Aslan's wildness draws upon the wildness that Lewis portrays in nature and in God himself, in a book of popular theology written just three years before The Lion, the Witch and the Wardrobe (the first Narnian story he created). In Lewis's Miracles, God is none other than the theist's Maker of Heaven and Earth, found in Judeo-Christianity and in Islam. God is also definite, as Lewis discovered when he moved from the view that reality is only matter and dust to theism and then Christian faith.

In sometimes poetic prose, Lewis portrayed God as making demands of human beings (as if he owned the universe); he is the fact behind every fact; he is tangible, definite, infinitely articulated, and articulate to the very limits of human language. He is to be found at the very beginning, the first nano-second, with the Word. He is a Person of wisdom, imagination, and intelligence. Just like in myth and fantasy, holding together deepest thought and wildest imagination, he is the oneness that our human nature craves. His incarnation as a human being (or as a talking beast, in the case of the Narnian world) is the ultimate enchantment and foremost history-making disclosure of who he is.

Lewis was doing many things in creating The Chronicles of Narnia. What is clear from his life, and what he said about Narnia, is that he was telling a story for the love of it, creating a secondary world (inspired by his friend J. R. R. Tolkien's sub-creation of Middle-earth) and embodying virtues and values he had himself found to be desirable and indeed essential for our very humanity, whether child or adult.

But he was also doing something that he — along with close friends like Tolkien, and authors he loved like George MacDonald and G. K. Chesterton — had discovered about the nature of stories. Stories are subversive; they tiptoe past (in his words) the "watchful dragons" that would keep us in the dark and staleness of prison. They can change us to the core, undeceiving us and moulding our perceptions and very consciousness. In telling Narnia, Lewis is concerned to present his vision as fact, not theory, full of resonances and connections with the world of reality.

What Lewis succeeded in doing was brought home to me some years ago. Near where I lived in an English county that was often fairly flat was a favourite place to walk, a high hill, one side of which runs down into a particularly wooded area. One day, walking there I saw a mother with a boy of about five or six. I was behind the pair as they climbed a granite outcrop that gave an excellent view of the wooded slopes and the countryside for miles around. "Look mummy," the boy exclaimed in a voice of wonder, "it's Narnia."

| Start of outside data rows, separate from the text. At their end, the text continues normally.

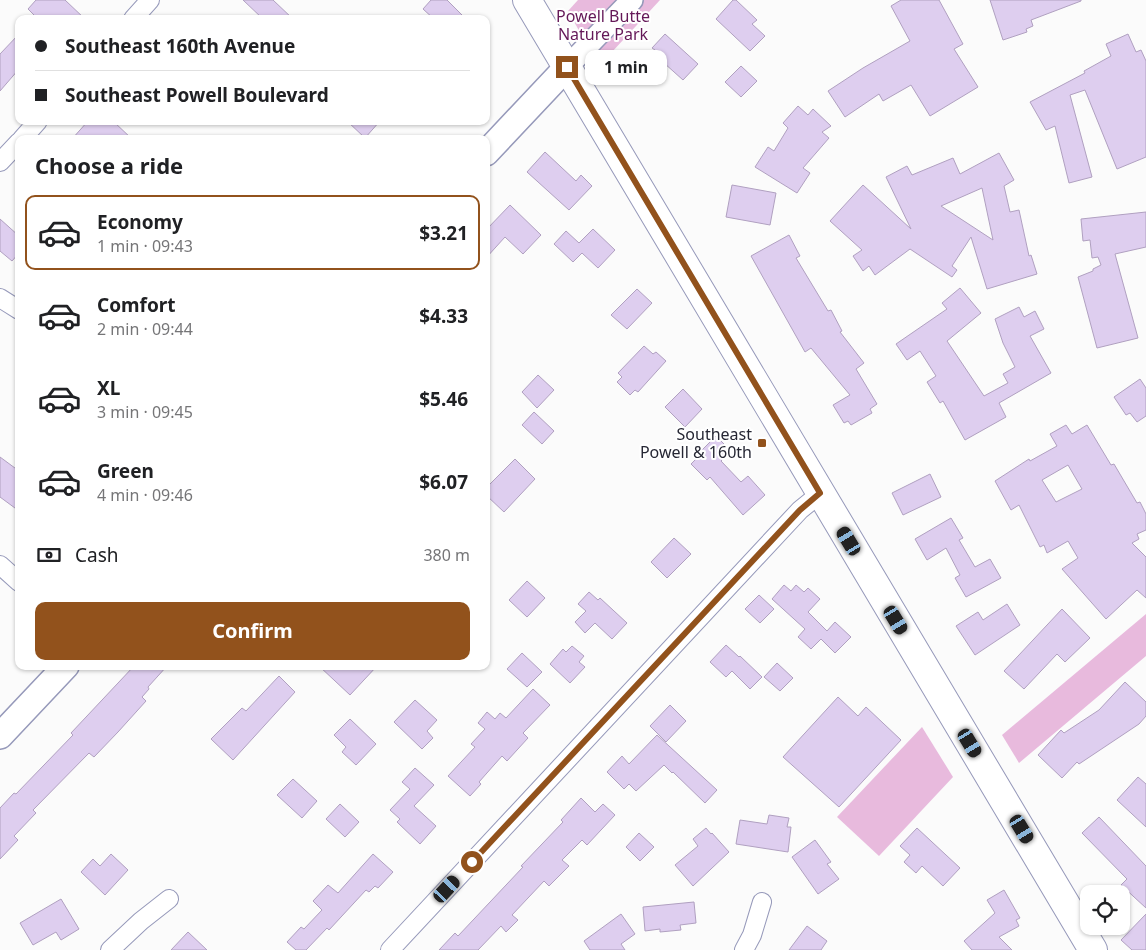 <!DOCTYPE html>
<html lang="en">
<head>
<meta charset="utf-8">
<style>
	:root { --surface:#fff; --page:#f2f2f2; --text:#202124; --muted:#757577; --line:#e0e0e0; --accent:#92521c }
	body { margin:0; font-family:"Noto Sans",sans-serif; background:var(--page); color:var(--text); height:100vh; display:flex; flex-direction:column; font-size:19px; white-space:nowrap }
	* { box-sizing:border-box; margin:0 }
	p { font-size:16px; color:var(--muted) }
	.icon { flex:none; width:28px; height:28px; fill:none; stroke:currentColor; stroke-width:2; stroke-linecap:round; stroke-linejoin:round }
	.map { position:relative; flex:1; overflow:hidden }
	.details { position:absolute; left:15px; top:135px; width:475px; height:535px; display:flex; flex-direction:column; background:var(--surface); border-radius:10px; box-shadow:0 1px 4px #0004 }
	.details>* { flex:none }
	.hud { position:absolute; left:15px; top:15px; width:475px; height:110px; border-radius:10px; box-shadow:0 1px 4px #0004; display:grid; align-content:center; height:110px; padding:0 20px; background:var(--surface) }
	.tools { position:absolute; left:1080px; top:885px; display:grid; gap:10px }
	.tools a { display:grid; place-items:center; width:50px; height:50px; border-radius:10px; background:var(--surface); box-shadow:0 1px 4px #0004; font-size:25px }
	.end { position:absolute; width:22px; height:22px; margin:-11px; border:6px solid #92521c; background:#fff; box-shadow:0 0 0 2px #fff }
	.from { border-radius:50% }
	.bubble { position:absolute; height:35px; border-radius:10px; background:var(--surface); box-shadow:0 1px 4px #0004; font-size:16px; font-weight:700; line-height:35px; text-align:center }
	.car { position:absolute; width:15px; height:30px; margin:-15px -8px; border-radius:6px; box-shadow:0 0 4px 1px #0007; background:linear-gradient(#222 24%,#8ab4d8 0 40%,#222 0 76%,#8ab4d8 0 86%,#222 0) }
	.hud b { display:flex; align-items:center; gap:18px; height:48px; font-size:19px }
	.hud b+b { border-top:1px solid var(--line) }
	.hud i { width:12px; height:12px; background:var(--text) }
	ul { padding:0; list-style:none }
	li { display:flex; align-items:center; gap:15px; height:75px; margin:0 10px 8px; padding:0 10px; border:2px solid transparent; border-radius:10px }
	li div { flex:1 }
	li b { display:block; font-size:19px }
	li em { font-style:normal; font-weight:700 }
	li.selected { border-color:var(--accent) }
	li>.icon { width:45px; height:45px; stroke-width:1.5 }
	h2 { padding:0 20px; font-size:22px; line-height:60px }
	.pay { display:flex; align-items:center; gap:12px; height:55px; padding:0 20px; font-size:19px }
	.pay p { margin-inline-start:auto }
	.action { display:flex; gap:10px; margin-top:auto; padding:10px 20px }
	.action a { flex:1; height:58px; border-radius:10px; background:var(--accent); color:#fff; font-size:20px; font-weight:700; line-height:58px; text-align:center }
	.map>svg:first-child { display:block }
	.green { fill:#e8badd }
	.building { fill:#deceef; stroke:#b0a0c0; fill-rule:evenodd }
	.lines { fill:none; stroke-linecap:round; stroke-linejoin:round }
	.minor-casing { stroke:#9699ba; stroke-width:20 }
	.tertiary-casing { stroke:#9699ba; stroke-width:24 }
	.secondary-casing { stroke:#9699ba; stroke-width:28 }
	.primary-casing { stroke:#9699ba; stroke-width:30 }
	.minor { stroke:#fff; stroke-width:18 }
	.tertiary { stroke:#fff; stroke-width:21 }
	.secondary { stroke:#fff; stroke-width:25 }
	.primary { stroke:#fff; stroke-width:28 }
	.route { stroke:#92521c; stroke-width:6 }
	.poi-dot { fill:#92521c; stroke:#fff; stroke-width:2 }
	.labels { text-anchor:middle; stroke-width:4; stroke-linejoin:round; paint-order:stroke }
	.park-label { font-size:16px; fill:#641858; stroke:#fff }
	.poi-label { font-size:16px; fill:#262734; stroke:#fff; text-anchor:end }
</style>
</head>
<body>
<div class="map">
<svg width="1146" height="950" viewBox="0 0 1146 950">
	<rect width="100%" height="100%" fill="#fbfbfb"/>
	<g class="green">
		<polygon points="578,0 660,0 599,66 568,11"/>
		<polygon points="1146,614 1146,656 1019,763 1002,735"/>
		<polygon points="922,727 953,777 879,856 837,817"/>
	</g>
	<g class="building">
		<polygon points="36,0 65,0 85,19 38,19 28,9"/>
		<polygon points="243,0 273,0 293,19 263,19"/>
		<polygon points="431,0 447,0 466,19 434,19 423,9"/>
		<polygon points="733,0 736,0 757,20 752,24 765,36 750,51 716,19"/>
		<polygon points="901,0 939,0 963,44 954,49 978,87 930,116 911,85 883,101 879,94 845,117 828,91 863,68 910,41 891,6"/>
		<polygon points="990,0 1081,0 1081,1 1031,20 1033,26 1026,29 1027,32 1003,40"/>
		<polygon points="19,34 19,69 0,91 0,54"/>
		<polygon points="665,34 698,64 683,80 664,63 658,70 646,59 655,50 652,48"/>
		<polygon points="1128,34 1136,52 1141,50 1146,61 1146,157 1117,169 1085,90 1070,95 1092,177 1069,183 1055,126 1046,130 1030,102 1085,73 1084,71 1111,56 1106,44"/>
		<polygon points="741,66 757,81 741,97 725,82"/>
		<polygon points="798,106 808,115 813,109 831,126 822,132 829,138 803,168 810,173 797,193 755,167 768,147 774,151 788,128 783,123"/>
		<polygon points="88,121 113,121 132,139 72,139"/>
		<polygon points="347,121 380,121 365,138"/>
		<polygon points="545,152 576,181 581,175 592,186 569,210 527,172"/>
		<path d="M999 153 1014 180 1004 186 1010 212 1019 210 1029 256 1031 255 1037 274 987 289 971 237 952 266 957 270 952 277 910 249 875 275 869 266 863 271 853 256 862 250 830 221 863 185 911 229 886 177 907 166 912 175 953 158 960 174ZM982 188 993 240 941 206Z"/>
		<polygon points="732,185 776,193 770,225 726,217"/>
		<polygon points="510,205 541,235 523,254 505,237 486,258 486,230"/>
		<polygon points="1146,212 1146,247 1115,254 1138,338 1097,348 1078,277 1093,271 1093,269 1101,265 1098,257 1092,258 1090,240 1083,241 1081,219"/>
		<polygon points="0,219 19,236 19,253 12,261 0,251"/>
		<polygon points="593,229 615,250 598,268 582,253 573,262 554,244 566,231 579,243"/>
		<polygon points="789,235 800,256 796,258 828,311 831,310 842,331 840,332 864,363 856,369 877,404 870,409 872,413 851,425 848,421 844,423 833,405 850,395 811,348 805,352 751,256"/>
		<polygon points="960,288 981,313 947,341 984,396 1008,383 1003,374 1015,367 1003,343 995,319 1019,307 1024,317 1035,311 1044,329 1030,336 1051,373 999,403 1006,417 965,440 943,401 940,403 927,382 936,376 920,351 907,360 896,344 947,309 942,303"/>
		<polygon points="637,289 652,303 627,329 611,315"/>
		<polygon points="644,346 653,354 656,352 666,361 638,392 635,390 630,395 617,382 622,377 618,373"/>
		<polygon points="538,375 554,390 537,408 522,392"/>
		<polygon points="1140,379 1146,388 1146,416 1137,422 1130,413 1126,415 1114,397"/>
		<polygon points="683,389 702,409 685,427 665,407"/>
		<polygon points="534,412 554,431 542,444 522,425"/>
		<path d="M1066 425 1072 434 1087 425 1111 465 1114 464 1137 503 1140 502 1146 514V530L1137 534 1139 539 1132 543 1146 557V598L1137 590 1106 619 1062 569 1078 558 1068 541 1047 553 1044 545 1040 547 1019 505 1011 510 995 481 1029 459 1030 461 1057 446 1050 434ZM1068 465 1082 489 1056 502 1042 480Z"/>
		<polygon points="716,436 731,451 721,461 741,482 748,476 765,495 743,515 710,477 707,480 691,464 697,458 696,456"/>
		<polygon points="0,457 19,471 19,511 0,497"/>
		<polygon points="515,459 535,479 504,512 486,495 486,488"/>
		<polygon points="930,474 941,497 903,515 892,493"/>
		<polygon points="951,518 963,538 959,540 975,567 990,559 1001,578 966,597 955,578 960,575 946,548 927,560 915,539"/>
		<polygon points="674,538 691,554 667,578 651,562"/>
		<polygon points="527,581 545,598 527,617 509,600"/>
		<polygon points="784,585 791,591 796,585 804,592 808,588 820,599 808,612 827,631 835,622 851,637 835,653 821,639 811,649 798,637 805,629 772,599"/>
		<polygon points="589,592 598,600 600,598 627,623 612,639 595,623 585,633 575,622 586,611 578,604"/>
		<polygon points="759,595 774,609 760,623 745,609"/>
		<polygon points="1007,604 1020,625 975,655 956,626 978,612 983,620"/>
		<polygon points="1062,609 1090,638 1065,662 1057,654 1024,689 1004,671"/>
		<polygon points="726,645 739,657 740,656 762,677 750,689 732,671 726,677 710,662"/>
		<polygon points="572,646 584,656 579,662 585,667 570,683 550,664 563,649 566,652"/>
		<polygon points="522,653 542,672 527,687 507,669"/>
		<polygon points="777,663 793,678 780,691 764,677"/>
		<polygon points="134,666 167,666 148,687 149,689 142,697 146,701 118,732 94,757 89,753 33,810 36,813 14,836 18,840 0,859 0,808 14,793 16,794 73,735 71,733"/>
		<polygon points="319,666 377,666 350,695"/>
		<polygon points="279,676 295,692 233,760 211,739 242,708 246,711"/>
		<polygon points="1125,682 1146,702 1146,716 1139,724 1079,764 1077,762 1062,778 1038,755 1061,730 1064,733 1099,710"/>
		<polygon points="533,689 550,705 523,733 528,738 507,761 502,756 479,782 481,784 470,796 448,776 475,747 471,744 485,729 478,723 487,712 495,719 500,713 506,718"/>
		<polygon points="838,697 858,716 866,707 901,740 839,807 783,757"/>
		<polygon points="415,700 437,720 427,731 433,738 422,749 394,722"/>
		<polygon points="670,705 686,721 666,742 650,726"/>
		<polygon points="350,719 376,744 356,765 342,752 346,747 334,735"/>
		<polygon points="657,735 717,790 705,803 673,772 672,773 664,765 636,791 629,784 624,789 607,772 622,756 629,764"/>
		<polygon points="415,768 434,785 414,806 436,826 420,844 397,822 400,819 390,810 410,789 402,782"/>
		<polygon points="1138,777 1146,784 1146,827 1117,800"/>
		<polygon points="293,779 317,801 302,818 277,795"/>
		<polygon points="581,798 595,812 603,804 615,815 587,845 582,840 562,860 569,866 549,886 544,881 512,915 518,920 506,932 501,926 478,950 439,950 455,933 458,936 523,867 521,866 563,822 561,820"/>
		<polygon points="340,804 359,822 345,837 326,819"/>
		<polygon points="769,815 789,818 787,827 791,827 788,852 736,844 740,820 767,824"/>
		<polygon points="1099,817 1146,866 1146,908 1121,885 1127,879 1082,833"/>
		<polygon points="706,828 711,834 712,833 729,852 693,886 675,865 698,846 693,839"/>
		<polygon points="917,828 960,868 943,886 922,866 916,873 904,862 910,855 900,846"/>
		<polygon points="639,833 654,847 640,861 626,847"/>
		<polygon points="815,840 831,862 827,864 839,879 818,894 792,857"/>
		<polygon points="111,854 128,870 105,895 81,872 93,859 100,866"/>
		<polygon points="373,854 393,872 378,888 375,886 369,892 366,890 329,930 327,928 306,950 296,950 287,942 301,927 304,929 322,910 313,901 328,885 338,893"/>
		<polygon points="1004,890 1020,918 1016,920 1019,926 999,937 1012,950 972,950 964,941 995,913 987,900"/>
		<polygon points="61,899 79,929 61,940 56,932 33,945 20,923"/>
		<polygon points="694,902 696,923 680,925 681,930 660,932 660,929 645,931 643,907"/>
		<polygon points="621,914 635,934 621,944 625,950 590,950 584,941"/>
		<polygon points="1146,914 1146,950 1132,950 1121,940"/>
		<polygon points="807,926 827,941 821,950 789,950"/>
		<polygon points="188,932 207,950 171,950"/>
	</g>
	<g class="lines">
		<g class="minor-casing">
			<g id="minor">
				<polyline points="133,19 150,0"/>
				<polyline points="22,139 38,121"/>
				<polyline points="0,162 19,142"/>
				<polyline points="0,298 19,310"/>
				<polyline points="0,565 19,582"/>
				<polyline points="110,950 141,921 169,899"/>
				<polyline points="390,950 800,510 821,493"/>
				<polyline points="744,950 752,935 762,902"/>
			</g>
		</g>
		<g class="tertiary-casing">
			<polyline id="tertiary" points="567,67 632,0"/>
		</g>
		<g class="secondary-casing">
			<g id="secondary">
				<polyline points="486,153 567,67"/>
				<polyline points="0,736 66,666"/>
			</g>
		</g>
		<g class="primary-casing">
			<polyline id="primary" points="527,0 1093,950"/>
		</g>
		<use href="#minor" class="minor"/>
		<use href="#tertiary" class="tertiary"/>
		<use href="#secondary" class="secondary"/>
		<use href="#primary" class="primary"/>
	</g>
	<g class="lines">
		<polyline class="route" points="472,862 800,510 820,493 567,67"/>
	</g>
	<rect class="poi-dot" x="757" y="438" width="10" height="10" rx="2.5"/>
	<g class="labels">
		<g class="park-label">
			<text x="603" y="22">Powell Butte<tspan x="603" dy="18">Nature Park</tspan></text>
		</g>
		<g class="poi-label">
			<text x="752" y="440">Southeast<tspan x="752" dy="18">Powell &amp; 160th</tspan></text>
		</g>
	</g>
</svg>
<div class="tools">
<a><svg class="icon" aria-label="locate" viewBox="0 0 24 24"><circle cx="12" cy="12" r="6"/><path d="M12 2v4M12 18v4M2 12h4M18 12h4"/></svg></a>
</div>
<i class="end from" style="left:472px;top:862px"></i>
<i class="end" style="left:567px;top:67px"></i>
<div class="bubble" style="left:585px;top:50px;width:82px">1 min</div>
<i class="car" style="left:849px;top:541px;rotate:329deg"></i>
<i class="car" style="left:896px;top:620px;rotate:149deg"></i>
<i class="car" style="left:970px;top:743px;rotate:149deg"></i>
<i class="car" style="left:1022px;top:829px;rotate:149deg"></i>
<i class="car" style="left:447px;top:889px;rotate:43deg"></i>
<div class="hud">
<b><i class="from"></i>Southeast 160th Avenue</b>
<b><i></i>Southeast Powell Boulevard</b>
</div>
<section class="details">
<h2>Choose a ride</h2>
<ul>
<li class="selected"><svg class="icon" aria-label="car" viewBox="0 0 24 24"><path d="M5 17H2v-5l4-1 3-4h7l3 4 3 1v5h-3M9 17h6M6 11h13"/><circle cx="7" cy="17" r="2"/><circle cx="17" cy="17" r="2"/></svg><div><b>Economy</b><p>1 min · 09:43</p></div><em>$3.21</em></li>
<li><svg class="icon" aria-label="car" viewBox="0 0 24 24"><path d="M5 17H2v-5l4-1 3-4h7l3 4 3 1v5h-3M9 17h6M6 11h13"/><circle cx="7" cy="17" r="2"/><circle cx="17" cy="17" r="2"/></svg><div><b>Comfort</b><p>2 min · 09:44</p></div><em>$4.33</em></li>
<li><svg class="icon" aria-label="car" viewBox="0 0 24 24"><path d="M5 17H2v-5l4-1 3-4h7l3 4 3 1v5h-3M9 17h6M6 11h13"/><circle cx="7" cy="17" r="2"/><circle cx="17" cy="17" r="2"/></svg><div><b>XL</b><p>3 min · 09:45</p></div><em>$5.46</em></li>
<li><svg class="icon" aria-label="car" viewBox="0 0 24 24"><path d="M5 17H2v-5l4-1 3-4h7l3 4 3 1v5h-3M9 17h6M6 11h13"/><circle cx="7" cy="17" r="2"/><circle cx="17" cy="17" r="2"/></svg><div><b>Green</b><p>4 min · 09:46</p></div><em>$6.07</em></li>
</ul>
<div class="pay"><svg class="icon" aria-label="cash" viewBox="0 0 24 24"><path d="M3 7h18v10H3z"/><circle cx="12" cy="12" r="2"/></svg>Cash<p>380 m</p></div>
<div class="action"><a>Confirm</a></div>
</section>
</div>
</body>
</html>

What happened, of course, was that the boy was looking at what he saw through a storybook. Though that book was children's fiction, a wider principle applies here. This is that we are meant to perceive reality through the word — and also through not just books but other art like paintings, or musical pieces. For instance, if you are fortunate, you may walk the fells and follow the shores in the English Lakeland seeing them through the poetry of Wordsworth or the paintings of William Turner.

Lewis, in the breadth of his thought, recognized our human dependence upon what might be called a symbolic perception of reality. The symbolic world of Narnia, even though fictional, in some sense points to the solidly real. It takes us back to the ordinary world which is an inevitable part of our human living and experience; it deepens both the wonders and the terrors of our world.

What Lewis is hinting at is that our perception is shaped by the feeling imagination; perception also has a moral and spiritual dimension by being shaped by human (and divine) principles, mental not solely material and mechanical ones.

In one of the Narnia books, the storyteller comments: "What you see and hear depends a good deal on where you are standing: it also depends on the sort of person you are."